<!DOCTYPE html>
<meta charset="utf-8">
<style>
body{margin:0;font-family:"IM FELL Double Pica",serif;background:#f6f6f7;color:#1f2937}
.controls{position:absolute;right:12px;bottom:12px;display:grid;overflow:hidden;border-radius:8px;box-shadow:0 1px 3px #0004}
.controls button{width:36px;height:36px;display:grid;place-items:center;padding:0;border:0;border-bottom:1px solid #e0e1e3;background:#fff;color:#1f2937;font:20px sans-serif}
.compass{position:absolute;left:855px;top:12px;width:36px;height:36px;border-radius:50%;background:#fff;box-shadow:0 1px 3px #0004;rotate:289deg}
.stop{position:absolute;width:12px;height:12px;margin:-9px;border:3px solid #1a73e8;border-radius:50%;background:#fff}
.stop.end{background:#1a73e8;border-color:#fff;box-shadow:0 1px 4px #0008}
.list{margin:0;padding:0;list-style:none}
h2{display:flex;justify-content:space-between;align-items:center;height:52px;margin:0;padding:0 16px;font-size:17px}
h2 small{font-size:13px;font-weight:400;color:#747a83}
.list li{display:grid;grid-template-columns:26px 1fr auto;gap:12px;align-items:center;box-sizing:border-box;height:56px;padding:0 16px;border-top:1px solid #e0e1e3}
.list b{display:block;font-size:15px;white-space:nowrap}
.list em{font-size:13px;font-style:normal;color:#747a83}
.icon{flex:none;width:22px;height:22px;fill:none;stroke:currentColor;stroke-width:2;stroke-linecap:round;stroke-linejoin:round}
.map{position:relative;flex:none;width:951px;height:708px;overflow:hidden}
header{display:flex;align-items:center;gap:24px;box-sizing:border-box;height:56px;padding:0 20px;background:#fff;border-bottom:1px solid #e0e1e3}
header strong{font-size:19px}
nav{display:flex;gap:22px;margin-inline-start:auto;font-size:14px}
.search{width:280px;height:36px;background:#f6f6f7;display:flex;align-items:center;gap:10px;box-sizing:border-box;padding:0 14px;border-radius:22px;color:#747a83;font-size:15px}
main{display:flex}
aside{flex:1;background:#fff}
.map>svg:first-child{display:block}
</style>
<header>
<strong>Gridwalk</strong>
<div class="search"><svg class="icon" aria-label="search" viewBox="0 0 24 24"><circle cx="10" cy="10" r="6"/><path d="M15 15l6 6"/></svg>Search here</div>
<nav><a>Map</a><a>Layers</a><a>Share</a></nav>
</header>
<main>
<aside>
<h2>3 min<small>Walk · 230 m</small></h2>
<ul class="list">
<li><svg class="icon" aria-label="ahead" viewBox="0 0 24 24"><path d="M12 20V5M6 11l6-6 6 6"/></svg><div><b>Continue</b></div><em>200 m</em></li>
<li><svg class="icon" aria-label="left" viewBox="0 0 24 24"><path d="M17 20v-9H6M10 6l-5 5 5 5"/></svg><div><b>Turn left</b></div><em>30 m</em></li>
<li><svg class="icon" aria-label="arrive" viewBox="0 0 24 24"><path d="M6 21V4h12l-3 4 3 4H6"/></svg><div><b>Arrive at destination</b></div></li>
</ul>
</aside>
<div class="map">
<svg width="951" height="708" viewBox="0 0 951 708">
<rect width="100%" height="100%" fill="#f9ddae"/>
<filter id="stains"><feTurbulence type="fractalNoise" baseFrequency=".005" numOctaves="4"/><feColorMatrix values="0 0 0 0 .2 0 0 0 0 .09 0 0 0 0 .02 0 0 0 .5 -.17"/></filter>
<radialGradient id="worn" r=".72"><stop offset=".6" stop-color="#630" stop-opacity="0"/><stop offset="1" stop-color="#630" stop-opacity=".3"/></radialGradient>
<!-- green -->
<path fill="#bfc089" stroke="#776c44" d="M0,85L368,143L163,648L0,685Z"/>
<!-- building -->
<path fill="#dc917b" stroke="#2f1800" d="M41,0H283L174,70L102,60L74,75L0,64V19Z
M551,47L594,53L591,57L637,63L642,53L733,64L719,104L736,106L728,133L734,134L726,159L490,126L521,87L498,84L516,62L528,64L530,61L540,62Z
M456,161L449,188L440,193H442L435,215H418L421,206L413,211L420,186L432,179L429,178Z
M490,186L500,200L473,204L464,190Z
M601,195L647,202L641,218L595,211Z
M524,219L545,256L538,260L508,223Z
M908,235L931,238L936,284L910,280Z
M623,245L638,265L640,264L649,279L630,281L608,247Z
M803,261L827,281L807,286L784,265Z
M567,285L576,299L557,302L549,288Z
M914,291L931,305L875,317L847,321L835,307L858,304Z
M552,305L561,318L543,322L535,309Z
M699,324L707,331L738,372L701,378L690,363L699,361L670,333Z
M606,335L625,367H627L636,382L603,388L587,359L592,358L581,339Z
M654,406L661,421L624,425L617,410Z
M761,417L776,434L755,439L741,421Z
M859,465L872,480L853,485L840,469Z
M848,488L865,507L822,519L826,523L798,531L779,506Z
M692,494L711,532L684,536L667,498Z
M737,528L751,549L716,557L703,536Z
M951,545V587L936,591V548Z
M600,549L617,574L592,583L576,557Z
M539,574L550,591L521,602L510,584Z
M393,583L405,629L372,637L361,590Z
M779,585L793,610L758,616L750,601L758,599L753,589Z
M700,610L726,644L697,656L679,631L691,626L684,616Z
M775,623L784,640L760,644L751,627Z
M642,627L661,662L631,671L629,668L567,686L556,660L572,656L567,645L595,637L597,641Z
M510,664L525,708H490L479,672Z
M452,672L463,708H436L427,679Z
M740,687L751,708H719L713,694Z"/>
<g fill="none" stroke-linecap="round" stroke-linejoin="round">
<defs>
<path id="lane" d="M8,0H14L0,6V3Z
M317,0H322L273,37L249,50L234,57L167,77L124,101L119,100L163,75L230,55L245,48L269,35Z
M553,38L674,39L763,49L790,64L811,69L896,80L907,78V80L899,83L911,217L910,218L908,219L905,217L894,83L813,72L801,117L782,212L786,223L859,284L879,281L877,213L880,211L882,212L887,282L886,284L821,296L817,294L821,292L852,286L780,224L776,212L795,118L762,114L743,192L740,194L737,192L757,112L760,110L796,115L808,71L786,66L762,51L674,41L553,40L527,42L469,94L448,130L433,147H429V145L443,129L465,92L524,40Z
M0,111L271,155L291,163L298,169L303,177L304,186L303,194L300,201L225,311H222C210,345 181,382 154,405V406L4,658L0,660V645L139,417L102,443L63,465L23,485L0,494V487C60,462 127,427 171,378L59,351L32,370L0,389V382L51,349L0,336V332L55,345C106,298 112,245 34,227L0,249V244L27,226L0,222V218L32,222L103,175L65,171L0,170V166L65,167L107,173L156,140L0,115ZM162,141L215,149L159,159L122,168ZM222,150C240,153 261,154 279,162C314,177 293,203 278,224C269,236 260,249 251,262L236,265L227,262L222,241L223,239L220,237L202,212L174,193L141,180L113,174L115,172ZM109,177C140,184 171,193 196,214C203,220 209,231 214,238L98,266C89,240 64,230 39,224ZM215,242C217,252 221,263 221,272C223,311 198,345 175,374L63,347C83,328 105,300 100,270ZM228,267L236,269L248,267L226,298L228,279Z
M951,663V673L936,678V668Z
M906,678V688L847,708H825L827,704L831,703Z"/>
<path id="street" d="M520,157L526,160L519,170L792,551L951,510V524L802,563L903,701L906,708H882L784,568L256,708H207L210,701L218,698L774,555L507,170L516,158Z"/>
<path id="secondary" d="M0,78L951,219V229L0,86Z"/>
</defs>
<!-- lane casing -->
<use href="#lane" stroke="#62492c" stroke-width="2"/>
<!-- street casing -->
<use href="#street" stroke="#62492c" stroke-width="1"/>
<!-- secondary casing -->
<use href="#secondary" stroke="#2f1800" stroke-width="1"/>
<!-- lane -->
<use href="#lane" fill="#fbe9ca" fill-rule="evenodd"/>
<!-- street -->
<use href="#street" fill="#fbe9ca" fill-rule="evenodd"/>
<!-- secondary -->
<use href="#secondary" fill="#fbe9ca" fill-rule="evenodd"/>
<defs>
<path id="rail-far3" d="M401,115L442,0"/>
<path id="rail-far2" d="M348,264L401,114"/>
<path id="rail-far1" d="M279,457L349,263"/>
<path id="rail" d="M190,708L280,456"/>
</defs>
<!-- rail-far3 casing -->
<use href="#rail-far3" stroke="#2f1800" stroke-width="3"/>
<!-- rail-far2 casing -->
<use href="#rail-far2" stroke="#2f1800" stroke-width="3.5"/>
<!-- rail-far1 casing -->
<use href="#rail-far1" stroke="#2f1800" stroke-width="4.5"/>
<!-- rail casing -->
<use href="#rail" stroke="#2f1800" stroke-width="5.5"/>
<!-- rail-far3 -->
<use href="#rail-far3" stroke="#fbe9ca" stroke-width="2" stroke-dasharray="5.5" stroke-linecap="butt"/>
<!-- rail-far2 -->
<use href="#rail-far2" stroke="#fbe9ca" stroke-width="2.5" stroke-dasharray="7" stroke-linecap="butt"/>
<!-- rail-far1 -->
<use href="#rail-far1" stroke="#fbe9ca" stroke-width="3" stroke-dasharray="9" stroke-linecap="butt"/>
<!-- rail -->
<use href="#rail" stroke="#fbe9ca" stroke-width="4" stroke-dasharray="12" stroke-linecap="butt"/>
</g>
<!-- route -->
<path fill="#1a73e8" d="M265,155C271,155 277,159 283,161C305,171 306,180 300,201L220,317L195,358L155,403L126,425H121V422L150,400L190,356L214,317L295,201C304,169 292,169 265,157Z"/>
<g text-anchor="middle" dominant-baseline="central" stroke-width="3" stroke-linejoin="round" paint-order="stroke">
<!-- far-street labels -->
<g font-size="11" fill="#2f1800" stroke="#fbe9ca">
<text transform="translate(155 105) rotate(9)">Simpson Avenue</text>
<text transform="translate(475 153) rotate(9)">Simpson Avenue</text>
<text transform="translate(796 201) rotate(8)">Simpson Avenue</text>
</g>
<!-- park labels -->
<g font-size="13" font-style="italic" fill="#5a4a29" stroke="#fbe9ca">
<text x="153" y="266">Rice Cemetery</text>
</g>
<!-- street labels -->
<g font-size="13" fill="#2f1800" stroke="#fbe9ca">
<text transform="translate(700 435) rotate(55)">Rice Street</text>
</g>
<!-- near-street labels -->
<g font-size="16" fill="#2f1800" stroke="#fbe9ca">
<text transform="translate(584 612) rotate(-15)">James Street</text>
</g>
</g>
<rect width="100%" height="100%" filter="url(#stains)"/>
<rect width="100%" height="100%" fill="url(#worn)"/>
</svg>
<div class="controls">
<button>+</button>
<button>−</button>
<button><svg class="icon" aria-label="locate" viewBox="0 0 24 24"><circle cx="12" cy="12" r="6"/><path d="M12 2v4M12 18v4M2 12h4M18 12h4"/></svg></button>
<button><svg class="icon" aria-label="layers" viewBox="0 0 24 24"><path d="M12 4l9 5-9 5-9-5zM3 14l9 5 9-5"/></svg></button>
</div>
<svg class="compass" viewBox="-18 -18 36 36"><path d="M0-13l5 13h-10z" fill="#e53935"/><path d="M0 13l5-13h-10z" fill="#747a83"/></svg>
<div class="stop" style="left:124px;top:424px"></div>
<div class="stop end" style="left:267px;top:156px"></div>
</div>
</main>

§

Only the lines from the start of the data to the line holding "<strong>Gridwalk</strong>" are wanted; return them exactly, both ends included.

# Solution for this problem:
<!DOCTYPE html>
<meta charset="utf-8">
<style>
body{margin:0;font-family:"IM FELL Double Pica",serif;background:#f6f6f7;color:#1f2937}
.controls{position:absolute;right:12px;bottom:12px;display:grid;overflow:hidden;border-radius:8px;box-shadow:0 1px 3px #0004}
.controls button{width:36px;height:36px;display:grid;place-items:center;padding:0;border:0;border-bottom:1px solid #e0e1e3;background:#fff;color:#1f2937;font:20px sans-serif}
.compass{position:absolute;left:855px;top:12px;width:36px;height:36px;border-radius:50%;background:#fff;box-shadow:0 1px 3px #0004;rotate:289deg}
.stop{position:absolute;width:12px;height:12px;margin:-9px;border:3px solid #1a73e8;border-radius:50%;background:#fff}
.stop.end{background:#1a73e8;border-color:#fff;box-shadow:0 1px 4px #0008}
.list{margin:0;padding:0;list-style:none}
h2{display:flex;justify-content:space-between;align-items:center;height:52px;margin:0;padding:0 16px;font-size:17px}
h2 small{font-size:13px;font-weight:400;color:#747a83}
.list li{display:grid;grid-template-columns:26px 1fr auto;gap:12px;align-items:center;box-sizing:border-box;height:56px;padding:0 16px;border-top:1px solid #e0e1e3}
.list b{display:block;font-size:15px;white-space:nowrap}
.list em{font-size:13px;font-style:normal;color:#747a83}
.icon{flex:none;width:22px;height:22px;fill:none;stroke:currentColor;stroke-width:2;stroke-linecap:round;stroke-linejoin:round}
.map{position:relative;flex:none;width:951px;height:708px;overflow:hidden}
header{display:flex;align-items:center;gap:24px;box-sizing:border-box;height:56px;padding:0 20px;background:#fff;border-bottom:1px solid #e0e1e3}
header strong{font-size:19px}
nav{display:flex;gap:22px;margin-inline-start:auto;font-size:14px}
.search{width:280px;height:36px;background:#f6f6f7;display:flex;align-items:center;gap:10px;box-sizing:border-box;padding:0 14px;border-radius:22px;color:#747a83;font-size:15px}
main{display:flex}
aside{flex:1;background:#fff}
.map>svg:first-child{display:block}
</style>
<header>
<strong>Gridwalk</strong>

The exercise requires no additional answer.